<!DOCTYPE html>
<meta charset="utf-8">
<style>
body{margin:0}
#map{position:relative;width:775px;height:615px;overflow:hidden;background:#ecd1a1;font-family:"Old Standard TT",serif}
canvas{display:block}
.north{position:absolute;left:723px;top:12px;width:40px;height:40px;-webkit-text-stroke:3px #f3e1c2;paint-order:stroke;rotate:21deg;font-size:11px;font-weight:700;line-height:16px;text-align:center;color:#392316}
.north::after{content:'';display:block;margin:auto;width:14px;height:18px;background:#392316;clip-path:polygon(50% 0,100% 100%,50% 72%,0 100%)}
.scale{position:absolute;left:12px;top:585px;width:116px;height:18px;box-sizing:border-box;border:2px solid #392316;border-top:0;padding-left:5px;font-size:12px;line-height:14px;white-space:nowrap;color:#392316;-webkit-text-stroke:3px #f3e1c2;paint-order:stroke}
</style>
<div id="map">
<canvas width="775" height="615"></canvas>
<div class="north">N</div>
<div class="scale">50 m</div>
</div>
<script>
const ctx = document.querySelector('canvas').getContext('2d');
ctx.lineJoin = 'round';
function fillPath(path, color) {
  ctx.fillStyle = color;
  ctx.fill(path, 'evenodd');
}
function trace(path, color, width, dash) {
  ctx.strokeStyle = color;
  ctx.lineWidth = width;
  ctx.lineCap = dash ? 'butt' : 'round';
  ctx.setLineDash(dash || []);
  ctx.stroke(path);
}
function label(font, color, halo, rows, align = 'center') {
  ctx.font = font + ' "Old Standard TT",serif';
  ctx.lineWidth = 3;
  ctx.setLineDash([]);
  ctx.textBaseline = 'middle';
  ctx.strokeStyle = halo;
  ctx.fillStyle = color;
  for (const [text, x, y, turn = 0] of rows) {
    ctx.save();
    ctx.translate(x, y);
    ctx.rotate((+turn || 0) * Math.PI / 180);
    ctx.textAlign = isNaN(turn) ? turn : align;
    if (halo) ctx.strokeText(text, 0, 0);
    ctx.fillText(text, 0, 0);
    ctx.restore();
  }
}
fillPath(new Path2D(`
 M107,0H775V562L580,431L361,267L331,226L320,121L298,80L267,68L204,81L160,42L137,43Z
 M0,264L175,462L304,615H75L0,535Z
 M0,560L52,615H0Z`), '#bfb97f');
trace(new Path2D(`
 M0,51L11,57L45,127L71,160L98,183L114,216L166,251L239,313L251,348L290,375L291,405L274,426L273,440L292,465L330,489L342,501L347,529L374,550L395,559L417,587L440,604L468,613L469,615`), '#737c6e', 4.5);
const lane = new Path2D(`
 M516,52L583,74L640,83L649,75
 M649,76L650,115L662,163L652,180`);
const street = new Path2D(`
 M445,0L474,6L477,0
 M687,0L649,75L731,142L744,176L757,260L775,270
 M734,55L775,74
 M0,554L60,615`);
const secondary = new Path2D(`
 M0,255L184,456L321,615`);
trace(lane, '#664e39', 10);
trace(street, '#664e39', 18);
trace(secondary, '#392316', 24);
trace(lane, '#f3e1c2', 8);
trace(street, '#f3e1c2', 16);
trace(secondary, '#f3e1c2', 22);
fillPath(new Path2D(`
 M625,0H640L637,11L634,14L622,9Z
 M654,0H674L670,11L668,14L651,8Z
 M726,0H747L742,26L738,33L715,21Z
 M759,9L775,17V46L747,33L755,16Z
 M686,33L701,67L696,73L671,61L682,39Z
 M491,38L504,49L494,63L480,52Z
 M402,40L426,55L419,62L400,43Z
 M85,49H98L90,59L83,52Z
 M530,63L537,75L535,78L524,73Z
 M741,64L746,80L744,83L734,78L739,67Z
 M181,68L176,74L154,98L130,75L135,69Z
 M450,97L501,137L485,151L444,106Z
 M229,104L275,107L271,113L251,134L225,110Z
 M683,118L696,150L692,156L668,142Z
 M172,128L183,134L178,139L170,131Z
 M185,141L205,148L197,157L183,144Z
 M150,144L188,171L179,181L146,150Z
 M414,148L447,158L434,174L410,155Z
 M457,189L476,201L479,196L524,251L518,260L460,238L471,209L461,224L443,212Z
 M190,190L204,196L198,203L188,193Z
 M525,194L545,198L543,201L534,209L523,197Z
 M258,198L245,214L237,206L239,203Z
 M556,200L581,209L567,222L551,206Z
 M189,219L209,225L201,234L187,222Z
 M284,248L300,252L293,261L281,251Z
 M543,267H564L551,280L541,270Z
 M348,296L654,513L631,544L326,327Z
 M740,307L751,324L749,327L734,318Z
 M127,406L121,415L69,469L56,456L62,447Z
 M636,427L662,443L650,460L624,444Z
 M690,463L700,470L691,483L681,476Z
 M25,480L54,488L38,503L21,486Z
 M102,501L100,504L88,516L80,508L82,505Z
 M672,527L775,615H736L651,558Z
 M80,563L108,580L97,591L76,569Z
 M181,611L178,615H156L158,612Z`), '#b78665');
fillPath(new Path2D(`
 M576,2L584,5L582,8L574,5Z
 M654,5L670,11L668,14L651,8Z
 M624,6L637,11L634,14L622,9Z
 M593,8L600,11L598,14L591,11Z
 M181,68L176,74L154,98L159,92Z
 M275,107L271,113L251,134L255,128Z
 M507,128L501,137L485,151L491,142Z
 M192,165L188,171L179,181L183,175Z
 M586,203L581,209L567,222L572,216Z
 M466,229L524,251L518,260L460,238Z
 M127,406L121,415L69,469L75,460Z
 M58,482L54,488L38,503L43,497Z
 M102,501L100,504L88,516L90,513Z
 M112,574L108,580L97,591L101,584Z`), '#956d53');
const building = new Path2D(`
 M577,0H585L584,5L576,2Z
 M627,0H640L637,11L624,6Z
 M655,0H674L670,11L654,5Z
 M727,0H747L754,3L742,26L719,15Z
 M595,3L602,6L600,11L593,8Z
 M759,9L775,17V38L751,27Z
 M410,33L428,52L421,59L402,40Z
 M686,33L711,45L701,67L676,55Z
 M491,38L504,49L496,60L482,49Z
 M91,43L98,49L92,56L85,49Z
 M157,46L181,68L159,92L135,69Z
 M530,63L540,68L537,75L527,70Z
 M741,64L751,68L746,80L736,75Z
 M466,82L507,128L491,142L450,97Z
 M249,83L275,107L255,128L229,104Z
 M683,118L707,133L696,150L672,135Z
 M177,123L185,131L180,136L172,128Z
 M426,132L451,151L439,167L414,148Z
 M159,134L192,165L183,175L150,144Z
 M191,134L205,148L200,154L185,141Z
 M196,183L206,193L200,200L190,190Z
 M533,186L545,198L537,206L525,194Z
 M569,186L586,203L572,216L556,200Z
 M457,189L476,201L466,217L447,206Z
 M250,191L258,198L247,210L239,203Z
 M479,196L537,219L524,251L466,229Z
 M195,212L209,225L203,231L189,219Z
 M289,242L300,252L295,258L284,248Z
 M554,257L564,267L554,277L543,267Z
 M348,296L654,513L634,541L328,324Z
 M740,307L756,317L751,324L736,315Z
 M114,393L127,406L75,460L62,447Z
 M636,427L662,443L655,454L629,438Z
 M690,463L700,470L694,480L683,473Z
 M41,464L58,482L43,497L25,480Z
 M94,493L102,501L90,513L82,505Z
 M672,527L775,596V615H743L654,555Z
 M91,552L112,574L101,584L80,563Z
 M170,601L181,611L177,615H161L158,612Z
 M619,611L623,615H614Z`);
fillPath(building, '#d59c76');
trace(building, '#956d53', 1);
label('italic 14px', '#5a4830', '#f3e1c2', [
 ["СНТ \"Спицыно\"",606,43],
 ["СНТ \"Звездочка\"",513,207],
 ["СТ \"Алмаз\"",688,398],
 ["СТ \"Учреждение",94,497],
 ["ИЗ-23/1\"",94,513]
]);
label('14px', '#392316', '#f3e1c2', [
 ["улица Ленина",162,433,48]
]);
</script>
------
> WHAT THE EXERCISE ASKS
Take from the listing above each line in which the string "align" is found.

> OUTPUT BELOW
.north{position:absolute;left:723px;top:12px;width:40px;height:40px;-webkit-text-stroke:3px #f3e1c2;paint-order:stroke;rotate:21deg;font-size:11px;font-weight:700;line-height:16px;text-align:center;color:#392316}
function label(font, color, halo, rows, align = 'center') {
    ctx.textAlign = isNaN(turn) ? turn : align;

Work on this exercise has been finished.